APR to APY Conversion

$$APY = \left(1 + \frac{APR}{n}\right)^n - 1$$

Variables

Symbol Name Unit Description
$APY$ Annual Percentage Yield decimal Effective annual rate accounting for compounding.
$APR$ Annual Percentage Rate decimal Nominal annual rate before compounding effect.
$n$ Compounding frequency times/year How many times interest compounds per year.

APR vs APY

APR (Annual Percentage Rate) is the nominal interest rate — the rate quoted by banks before accounting for the compounding effect. APY (Annual Percentage Yield, also called EAR — Effective Annual Rate) is what you actually earn or pay per year after compounding is applied:

$$APY = \left(1 + \frac{APR}{n}\right)^n - 1$$

Why APR and APY Differ

A bank advertising 6% APR compounded monthly is not actually giving you 6% per year. Each month you earn 0.5% on the growing balance:

Month 1: 1,000 × 1.005 = 1,005.00 Month 2: 1,005 × 1.005 = 1,010.03 ... Month 12: final amount = 1,061.68

APY = (1,061.68 − 1,000) / 1,000 = 6.168% — higher than 6% APR.

Common Compounding Frequencies and APY

APR n APY
6% 1 (annual) 6.000%
6% 2 (semi-annual) 6.090%
6% 12 (monthly) 6.168%
6% 365 (daily) 6.183%
6% ∞ (continuous) 6.184%

Regulatory Importance

For savings accounts: Banks must disclose APY (Truth in Savings Act, USA). APY is what savers actually earn — a higher APY is better.

For loans: APR must be disclosed (Truth in Lending Act, USA). For loans, APR typically includes fees in addition to interest, making it a more comprehensive cost measure than the nominal rate alone.

For credit cards: Daily compounding (n = 365) means quoted APR understates the effective cost. A 20% APR credit card actually charges 22.13% APY: (1 + 0.20/365)^365 − 1 = 22.13%.

Derivation & History

The APY formula is a direct application of the compound interest formula. If you deposit $1 at APR rate r compounded n times per year, after one year you have (1 + r/n)^n. The net yield (excluding the original $1) is (1 + r/n)^n − 1, which is APY.

The distinction between nominal and effective rates was formalised in actuarial science in the 18th and 19th centuries. Regulatory requirements to disclose APY on savings products emerged in the late 20th century as consumer protection legislation recognised that compounding frequency materially affects the actual return received by depositors.

Worked Examples

Monthly compounding savings account

  1. APY = (1 + 0.05/12)^12 − 1
  2. APY = (1.004167)^12 − 1
  3. APY = 1.05116 − 1
  4. APY = 0.05116 = 5.116%

Result: APY = 5.116% (you earn 5.116%, not 5%, per year)

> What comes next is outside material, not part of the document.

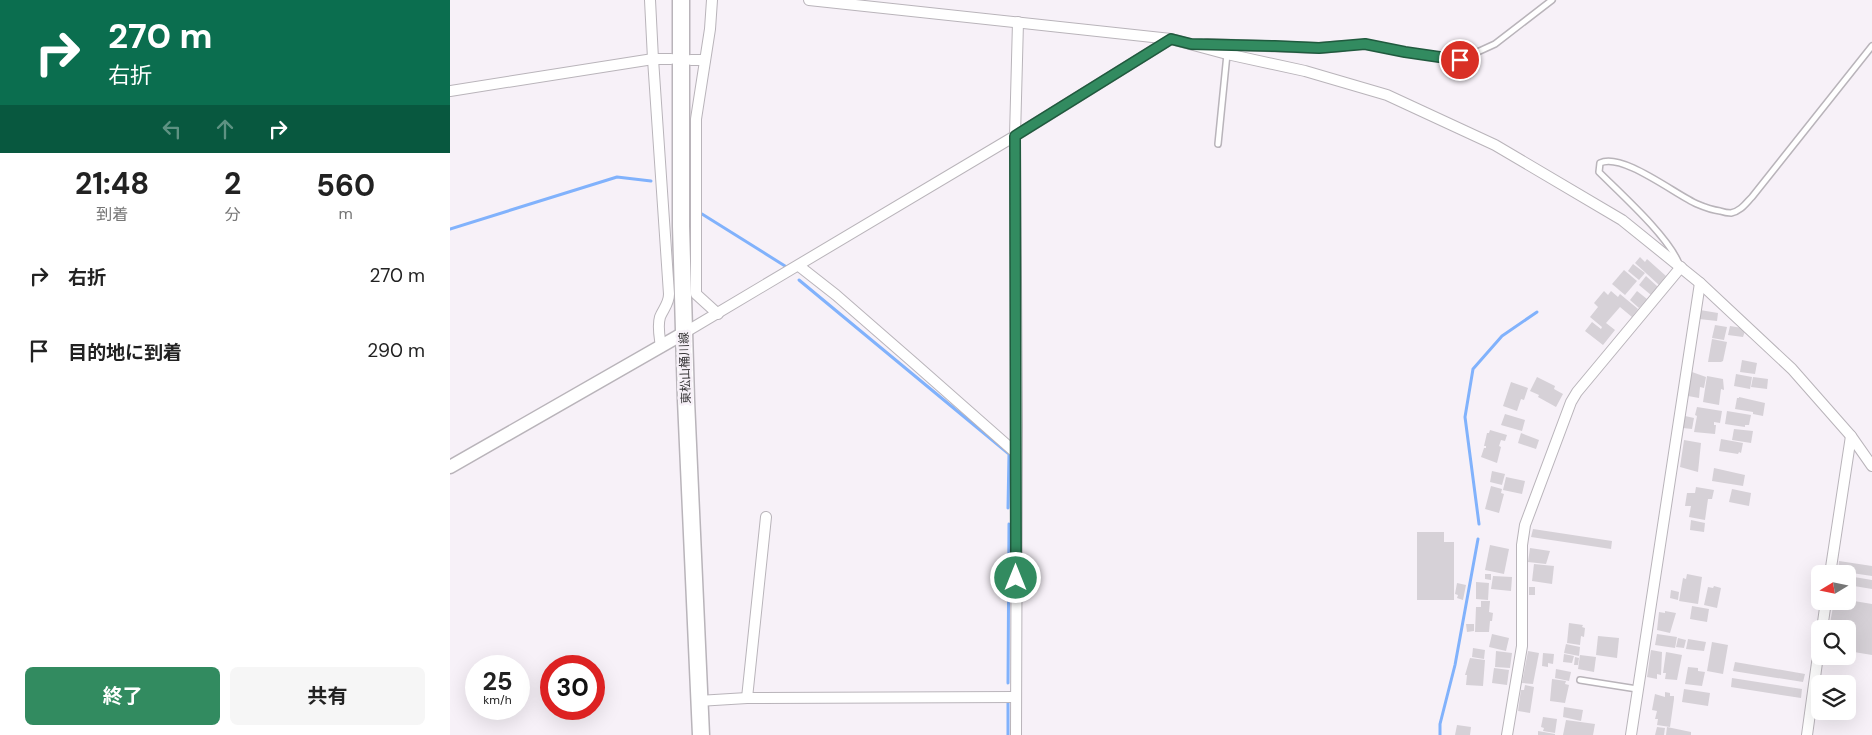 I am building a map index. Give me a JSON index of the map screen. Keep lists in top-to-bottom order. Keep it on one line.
{"streets":{"main road":["東松山桶川線"]},"north":"left","page":{"turn":["270 m","右折"],"eta":["21:48","到着","2","分","560","m"],"list":[{"name":"右折","value":"270 m"},{"name":"目的地に到着","value":"290 m"}],"speed":"25 km/h","limit":"30","buttons":["終了","共有"]}}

Daily compounding credit card

  1. APY = (1 + 0.18/365)^365 − 1
  2. APY = (1.000493)^365 − 1
  3. APY = 1.19722 − 1
  4. APY = 0.19722 = 19.72%

Result: APY = 19.72% — actual cost is 1.72 percentage points above the advertised 18%

Edge Cases & Limitations

n = 1 (annual compounding): APY = APR exactly — no compounding effect.

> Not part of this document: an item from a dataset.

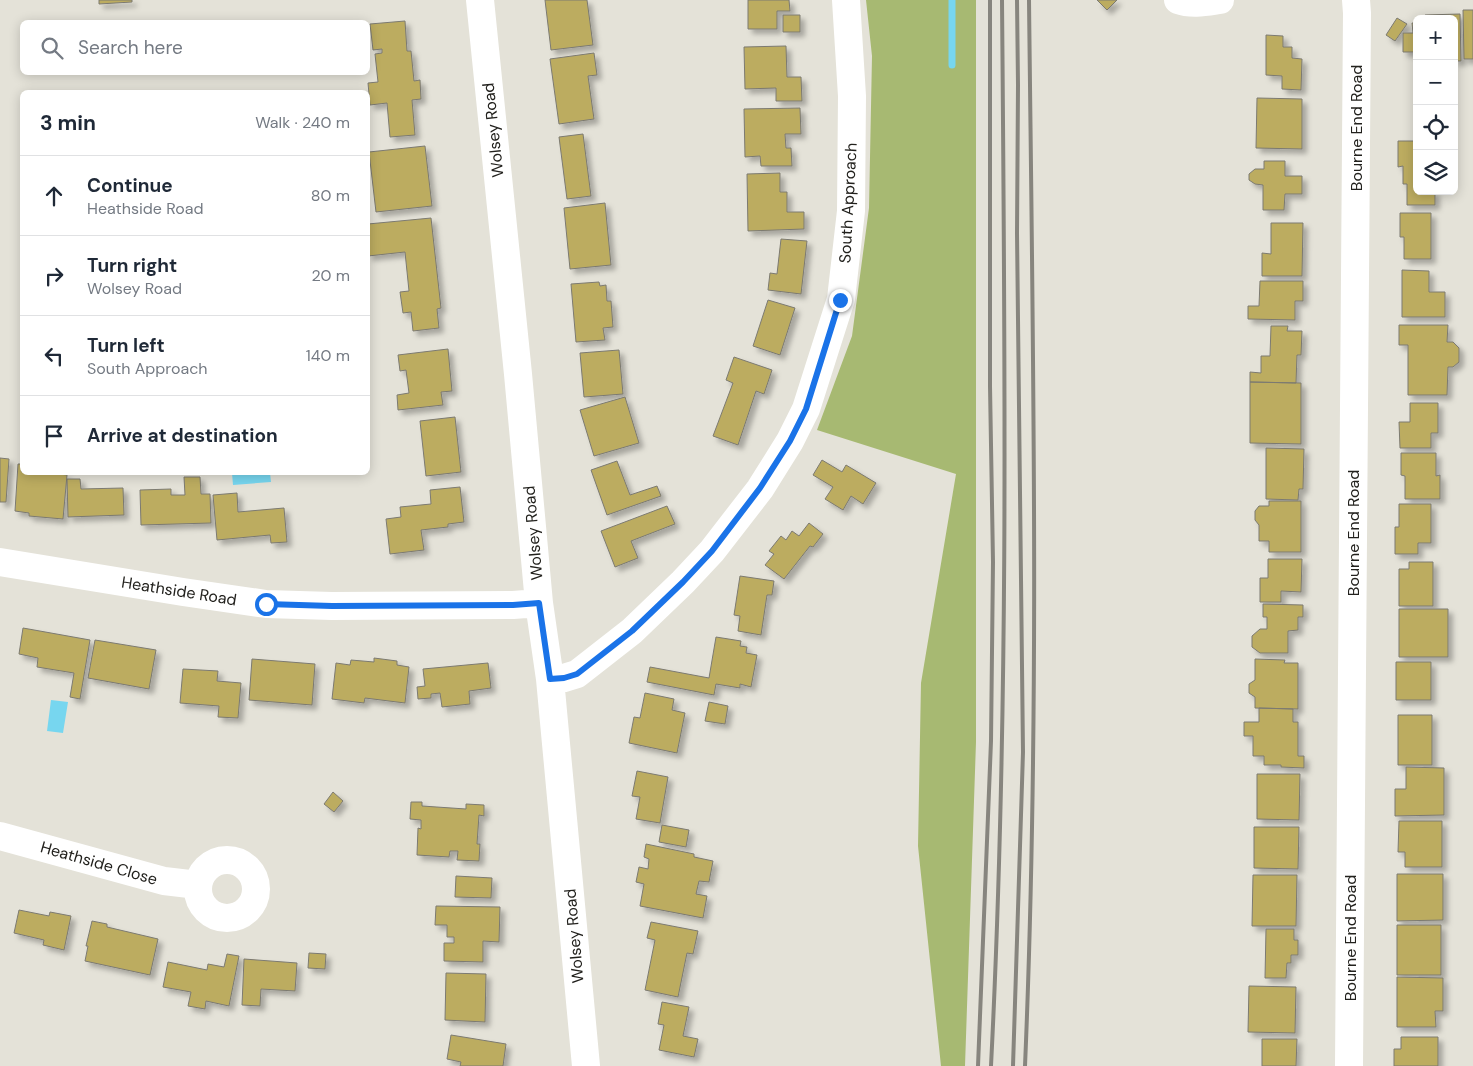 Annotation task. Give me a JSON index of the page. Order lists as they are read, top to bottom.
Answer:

Fees in APR: For mortgages and loans, APR includes origination fees, making it higher than the nominal rate; APY only captures the compounding effect, not fees.

Continuous limit: As n → ∞, APY → e^APR − 1 (continuous compounding APY).

Real-World Applications

Banks in the US, EU, and Korea are legally required to publish APY on all deposit products. Consumers comparing savings accounts across banks must use APY for a fair comparison. Cryptocurrency exchanges publish APY on staking and liquidity pool yields. Fintech apps (e.g., Robinhood, Revolut) display APY prominently because it is the most consumer-friendly metric. Analysts compare bond yields using APY-equivalent calculations to normalise across different coupon frequencies.